EXERCISE PROMPT: Your answer must be one number: the count of lines below that include "shadow".

SUPPLIED RECORDS:

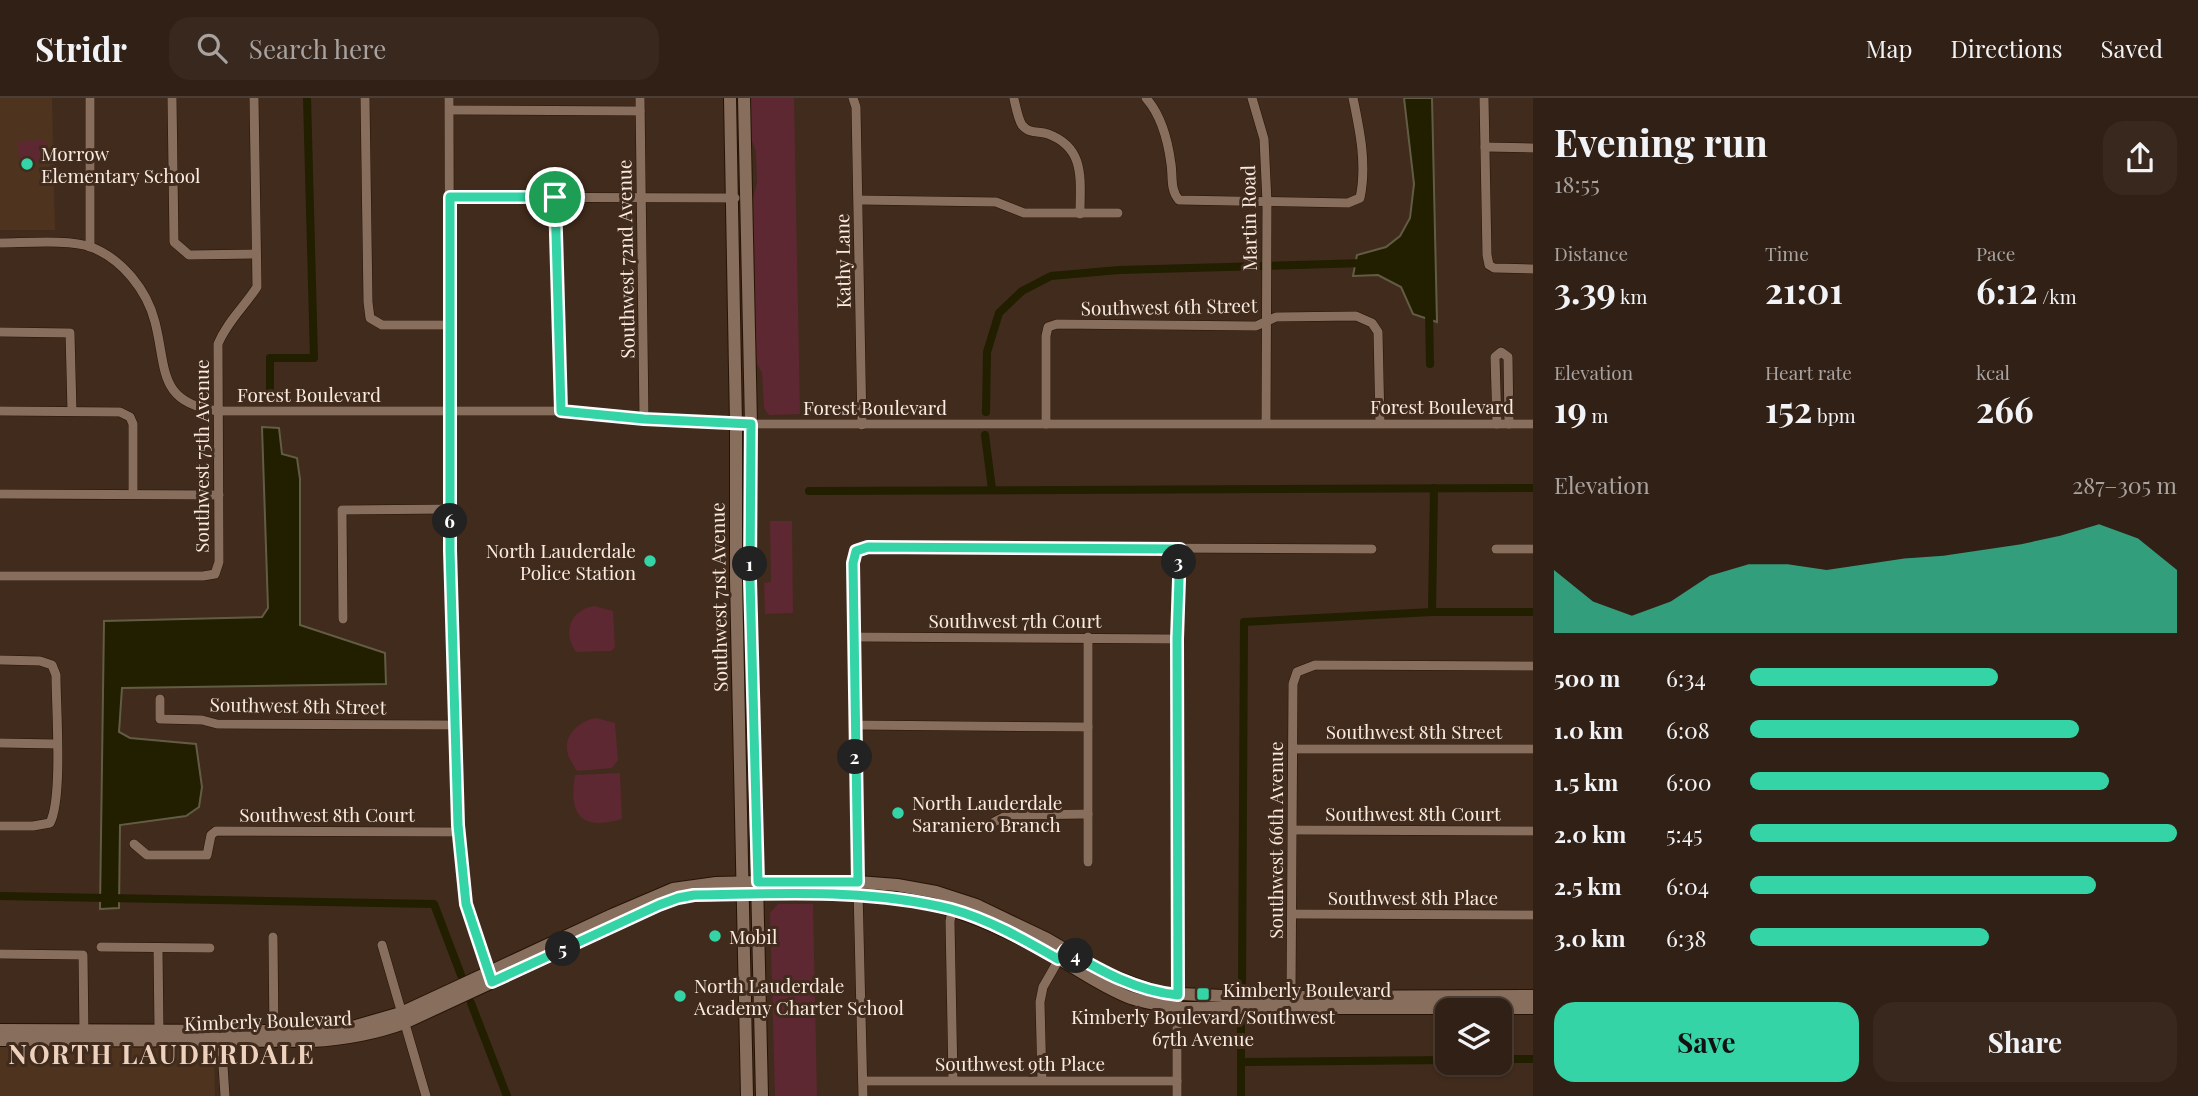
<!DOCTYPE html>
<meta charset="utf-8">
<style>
body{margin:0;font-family:"Playfair Display",serif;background:#39281e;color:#f1f3f6;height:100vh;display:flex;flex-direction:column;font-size:26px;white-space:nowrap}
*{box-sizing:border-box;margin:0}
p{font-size:23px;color:#a8a3a0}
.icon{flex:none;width:38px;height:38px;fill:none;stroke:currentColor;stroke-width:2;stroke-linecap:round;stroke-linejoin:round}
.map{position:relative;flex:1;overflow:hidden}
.details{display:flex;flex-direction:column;background:#312015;width:665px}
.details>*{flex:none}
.fabs{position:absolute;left:1435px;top:900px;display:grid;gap:14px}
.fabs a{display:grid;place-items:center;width:77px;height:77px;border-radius:14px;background:#312015;box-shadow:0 2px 5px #0004,0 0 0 2px #4c3e34;font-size:35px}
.pin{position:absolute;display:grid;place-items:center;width:60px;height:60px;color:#fff;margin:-30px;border:4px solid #fff;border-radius:50%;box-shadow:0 2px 7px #0007}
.km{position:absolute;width:35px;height:35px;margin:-18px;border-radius:50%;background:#222;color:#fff;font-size:19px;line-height:35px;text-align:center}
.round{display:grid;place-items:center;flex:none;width:74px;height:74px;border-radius:21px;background:#39281e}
.head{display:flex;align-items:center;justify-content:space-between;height:119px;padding:0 21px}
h1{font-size:38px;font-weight:700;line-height:52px}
.figures{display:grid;grid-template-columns:repeat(3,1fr);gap:10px;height:119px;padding:7px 21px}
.figures div{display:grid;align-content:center}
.figures b{font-size:35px;font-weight:700}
.figures small{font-size:19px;font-weight:400}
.figures p{font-size:19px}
.chart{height:196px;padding:14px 21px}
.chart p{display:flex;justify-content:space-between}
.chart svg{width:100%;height:126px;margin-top:7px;fill:#35d4a7;opacity:.7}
.primary-button{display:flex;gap:14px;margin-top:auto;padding:14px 21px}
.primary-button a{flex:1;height:80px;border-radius:21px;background:#35d4a7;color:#111;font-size:28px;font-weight:700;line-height:80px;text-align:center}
.primary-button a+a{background:#39281e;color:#f1f3f6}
ul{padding:0 21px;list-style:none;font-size:23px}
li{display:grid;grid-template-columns:112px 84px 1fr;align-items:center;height:52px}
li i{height:18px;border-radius:9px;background:#35d4a7}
header{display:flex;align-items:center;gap:42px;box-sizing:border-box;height:98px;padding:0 35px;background:#312015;border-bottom:2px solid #4c3e34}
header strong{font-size:33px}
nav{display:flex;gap:38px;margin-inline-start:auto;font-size:24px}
.search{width:490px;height:63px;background:#39281e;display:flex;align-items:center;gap:18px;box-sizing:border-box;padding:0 24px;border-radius:21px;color:#a8a3a0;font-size:26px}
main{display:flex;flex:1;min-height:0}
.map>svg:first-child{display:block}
</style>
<header>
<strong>Stridr</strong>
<div class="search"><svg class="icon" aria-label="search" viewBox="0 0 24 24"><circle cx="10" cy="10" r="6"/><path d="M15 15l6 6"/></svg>Search here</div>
<nav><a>Map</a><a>Directions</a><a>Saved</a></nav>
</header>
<main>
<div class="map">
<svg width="1533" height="998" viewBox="0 0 1533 998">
<rect width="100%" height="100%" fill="#412b1c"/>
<g fill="#4e331e">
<path d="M0,0h52l3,132h-55z"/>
<path d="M0,948l214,1 1,49h-215z"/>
</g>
<g fill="#5d2831">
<path d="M749,0h45l6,316 -31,1 -5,-7 -2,-35 -7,-13 -3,-158 5,-19 -1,-32 -6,-15z"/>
<path d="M46,42l1,21h-28l-1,-20z"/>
<path d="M770,423h22l1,92 -28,1 -1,-31 7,-1z"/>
<path d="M594,508l19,5 2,36 -4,4 -35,1c-14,-19 -6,-42 18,-46z"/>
<path d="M596,620l19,5 3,37 -6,8 -35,3c-3,-5 -7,-11 -9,-16 -6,-19 11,-34 28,-37z"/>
<path d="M620,675l2,46c-40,12 -54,-3 -47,-44z"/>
<path d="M778,806h35l4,192h-42l-5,-183z"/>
</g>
<g fill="#221e00" stroke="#635c44" stroke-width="2">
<path d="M1404,0h28l5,224 -24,-8 -12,-27 -23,-12 -25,1 4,-21 29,-8 14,-11 10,-18 4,-34z"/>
<path d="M262,329l17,1 3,26 15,4 3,21v146l85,28 1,31 -264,4 -3,44 11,6 66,6 6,43 -3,20 -13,9 -66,9 -1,83 -19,1 4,-288 158,-4 6,-9z"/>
</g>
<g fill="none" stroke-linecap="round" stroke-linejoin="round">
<g stroke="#221e00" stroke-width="8">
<path d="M1429,213l1,53"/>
<path d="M270,300v-40h44l-7,-260"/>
<path d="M986,314l1,-60 12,-39 23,-22 29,-15 68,-6 246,-7"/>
<path d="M985,337l7,54"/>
<path d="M809,393l724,-3"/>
<path d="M1432,514l2,-124"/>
<path d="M0,798l434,8 27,71"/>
<path d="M1242,890l2,-366 188,-10h101"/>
<path d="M471,905l36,93"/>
<path d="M1500,961h33"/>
<path d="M1241,964l206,-2"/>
<path d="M1241,998v-80"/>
</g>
<g stroke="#271305" stroke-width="10">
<g id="street">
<path d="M90,0v149"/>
<path d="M172,0l2,144 15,13 67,-1"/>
<path d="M365,0l3,204 2,16 12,7h69"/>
<path d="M449,0l1,452 8,275 8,79 24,73"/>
<path d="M640,0l4,321"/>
<path d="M853,0l3,9 6,318"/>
<path d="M1146,0c15,17 22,43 25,66 2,13 -1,26 8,36l169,3 12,-5c7,-33 0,-67 -7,-100"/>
<path d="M1252,0l12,41 3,63 -1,221"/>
<path d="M1484,0l3,157 2,10 5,3 39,1"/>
<path d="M1014,1c2,8 4,20 8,26 7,9 17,6 26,9 38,14 32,46 32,80"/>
<path d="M450,12l190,1"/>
<path d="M1485,49l48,1"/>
<path d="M450,99l285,1"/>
<path d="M555,99l6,214"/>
<path d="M859,102l137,2 28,11h94"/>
<path d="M0,145c24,0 70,-4 91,4 31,12 56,43 64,75 12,46 2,81 63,89h343l175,13h797"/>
<path d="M0,234l70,1 2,78"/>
<path d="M0,313l120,1 10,5 3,7v70"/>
<path d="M1046,326v-88l2,-9 9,-3 199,2 20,-9 80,-1 16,7 6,9 2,91"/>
<path d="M1497,326l-2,-67 6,-5 7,5 1,67"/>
<path d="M0,396l219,1"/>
<path d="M1496,451h37"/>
<path d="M0,478h203l12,-2 4,-12 -1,-218c9,-22 26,-37 39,-57l-3,-189"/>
<path d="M343,521l-1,-109 108,-1"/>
<path d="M854,539l323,2"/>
<path d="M1088,539v225"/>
<path d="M0,562l40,1 12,4 4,10c0,33 7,123 -6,148l-17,3h-33"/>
<path d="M160,601v20l42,1 15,4 238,1"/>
<path d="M854,627l234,2"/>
<path d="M0,645l57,1"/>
<path d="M1294,651h239"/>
<path d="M994,724l14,-7 80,-1"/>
<path d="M1293,732l240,1"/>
<path d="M134,746l13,11h60l4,-20 5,-4 242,1"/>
<path d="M1293,816l240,1"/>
<path d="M273,839l1,100"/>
<path d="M382,847l44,151"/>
<path d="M101,849l109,1"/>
<path d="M158,850l1,82"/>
<path d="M0,856l83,1 1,81"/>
<path d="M1291,902l2,-316 4,-12 18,-7 218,1"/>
<path d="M221,937l4,61"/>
<path d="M953,982l-3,-159 5,-23"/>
<path d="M1042,982l-2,-78 3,-15 19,-33"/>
<path d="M863,983h314"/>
<path d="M863,998l-9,-371 -1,-162 3,-12 12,-4 504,2"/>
<path d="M1177,998v-457l3,-90"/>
</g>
</g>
<g stroke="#271305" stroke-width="14">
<g id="secondary">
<path d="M730,0l6,326v156l11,516"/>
<path d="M744,0l7,326 -1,155 12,517"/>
<path d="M0,932l274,1 75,-3 52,-15 211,-98 61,-26 43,-6 42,-1h100l39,3 39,7 40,13 71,34 60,35 53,19 84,4 289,-1"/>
<path d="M0,942l312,1c33,-2 62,-7 92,-18l255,-118 19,-7 16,-3c91,-1 188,-12 275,21 30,11 59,26 87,41 25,14 48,31 75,41 15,5 31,7 47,10h355"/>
</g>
</g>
<use href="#street" stroke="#876e5d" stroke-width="9"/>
<use href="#secondary" stroke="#876e5d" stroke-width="12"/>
</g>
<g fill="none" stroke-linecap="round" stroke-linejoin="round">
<g stroke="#fff" stroke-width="14">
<path id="route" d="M450,99h105l6,214 83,8 107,5 -1,155 8,303h100l-5,-319 3,-12 12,-4 312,2 -3,90 1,356c-42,-4 -77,-24 -113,-45l-7,9c-33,-19 -70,-40 -107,-50 -85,-21 -171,-15 -257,-14l-16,3 -19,7 -167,77 -26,-78 -8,-79 -8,-275z"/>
</g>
<use href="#route" stroke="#35d4a7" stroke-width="9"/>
</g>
<g fill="#35d4a7" stroke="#412b1c" stroke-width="2.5">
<circle cx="27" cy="66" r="7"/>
<circle cx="650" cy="463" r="7"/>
<circle cx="898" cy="715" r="7"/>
<circle cx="715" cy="838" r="7"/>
<rect x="1196" y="889" width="14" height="14" rx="3.5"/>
<circle cx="680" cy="898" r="7"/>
</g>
<g text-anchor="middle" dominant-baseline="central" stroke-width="6" stroke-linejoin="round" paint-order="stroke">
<g font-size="19" fill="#faebe2" stroke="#412b1c" text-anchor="start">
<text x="41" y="55">Morrow<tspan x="41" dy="22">Elementary School</tspan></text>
<text x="636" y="452" text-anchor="end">North Lauderdale<tspan x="636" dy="22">Police Station</tspan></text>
<text x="912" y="704">North Lauderdale<tspan x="912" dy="22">Saraniero Branch</tspan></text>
<text x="729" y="838">Mobil</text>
<text x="694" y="887">North Lauderdale<tspan x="694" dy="22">Academy Charter School</tspan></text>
<text x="1203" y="918" text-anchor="middle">Kimberly Boulevard/Southwest<tspan x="1203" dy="22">67th Avenue</tspan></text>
</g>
<g font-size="19" fill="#faebe2" stroke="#412b1c">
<text transform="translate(1248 120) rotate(-91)">Martin Road</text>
<text transform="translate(625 161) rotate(-91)">Southwest 72nd Avenue</text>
<text transform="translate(842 163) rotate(-91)">Kathy Lane</text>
<text transform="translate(1169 208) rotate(-1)">Southwest 6th Street</text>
<text x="309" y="296">Forest Boulevard</text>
<text x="1442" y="308">Forest Boulevard</text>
<text x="875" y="309">Forest Boulevard</text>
<text transform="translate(201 358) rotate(-90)">Southwest 75th Avenue</text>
<text transform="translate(718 499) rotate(-91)">Southwest 71st Avenue</text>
<text x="1015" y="522">Southwest 7th Court</text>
<text transform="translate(298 607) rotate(1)">Southwest 8th Street</text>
<text x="1414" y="633">Southwest 8th Street</text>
<text x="1413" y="715">Southwest 8th Court</text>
<text x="327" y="716">Southwest 8th Court</text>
<text transform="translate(1275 742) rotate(-90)">Southwest 66th Avenue</text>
<text x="1413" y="799">Southwest 8th Place</text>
<text x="1307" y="891">Kimberly Boulevard</text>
<text transform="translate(268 922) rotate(-2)">Kimberly Boulevard</text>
<text x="1020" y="965">Southwest 9th Place</text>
</g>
<g font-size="26" font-weight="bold" letter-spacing="2" fill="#eed2be" stroke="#412b1c">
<text x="162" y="955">NORTH LAUDERDALE</text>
</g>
</g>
</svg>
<div class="fabs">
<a><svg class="icon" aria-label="layers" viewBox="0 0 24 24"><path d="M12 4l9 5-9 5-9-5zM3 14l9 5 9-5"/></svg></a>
</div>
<div class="pin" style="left:555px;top:99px;background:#1e9e55"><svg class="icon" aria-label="arrive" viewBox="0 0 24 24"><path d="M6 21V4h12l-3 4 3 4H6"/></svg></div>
<b class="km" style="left:750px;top:466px">1</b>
<b class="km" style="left:855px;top:659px">2</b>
<b class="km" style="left:1179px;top:464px">3</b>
<b class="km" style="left:1076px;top:858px">4</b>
<b class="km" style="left:563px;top:851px">5</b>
<b class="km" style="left:450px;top:423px">6</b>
</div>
<section class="details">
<div class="head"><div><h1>Evening run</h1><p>18:55</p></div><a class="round"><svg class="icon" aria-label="share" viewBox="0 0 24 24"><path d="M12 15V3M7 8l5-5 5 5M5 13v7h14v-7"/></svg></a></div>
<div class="figures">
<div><p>Distance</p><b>3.39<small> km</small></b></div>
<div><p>Time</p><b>21:01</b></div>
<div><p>Pace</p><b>6:12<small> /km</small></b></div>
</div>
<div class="figures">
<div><p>Elevation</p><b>19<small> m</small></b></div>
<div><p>Heart rate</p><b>152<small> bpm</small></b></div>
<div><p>kcal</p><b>266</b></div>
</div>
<div class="chart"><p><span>Elevation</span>287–305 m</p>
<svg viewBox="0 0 160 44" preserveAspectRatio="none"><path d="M0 44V22L10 33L20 38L30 33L40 24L50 20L60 20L70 22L80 20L90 18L100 17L110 15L120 13L130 10L140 6L150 11L160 22V44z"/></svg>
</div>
<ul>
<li><b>500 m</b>6:34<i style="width:58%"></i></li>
<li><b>1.0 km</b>6:08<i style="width:77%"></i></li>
<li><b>1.5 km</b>6:00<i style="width:84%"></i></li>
<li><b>2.0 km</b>5:45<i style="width:100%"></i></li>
<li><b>2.5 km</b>6:04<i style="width:81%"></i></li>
<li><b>3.0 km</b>6:38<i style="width:56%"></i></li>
</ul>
<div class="primary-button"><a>Save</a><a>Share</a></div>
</section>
</main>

REPLY TO THE TASK: 2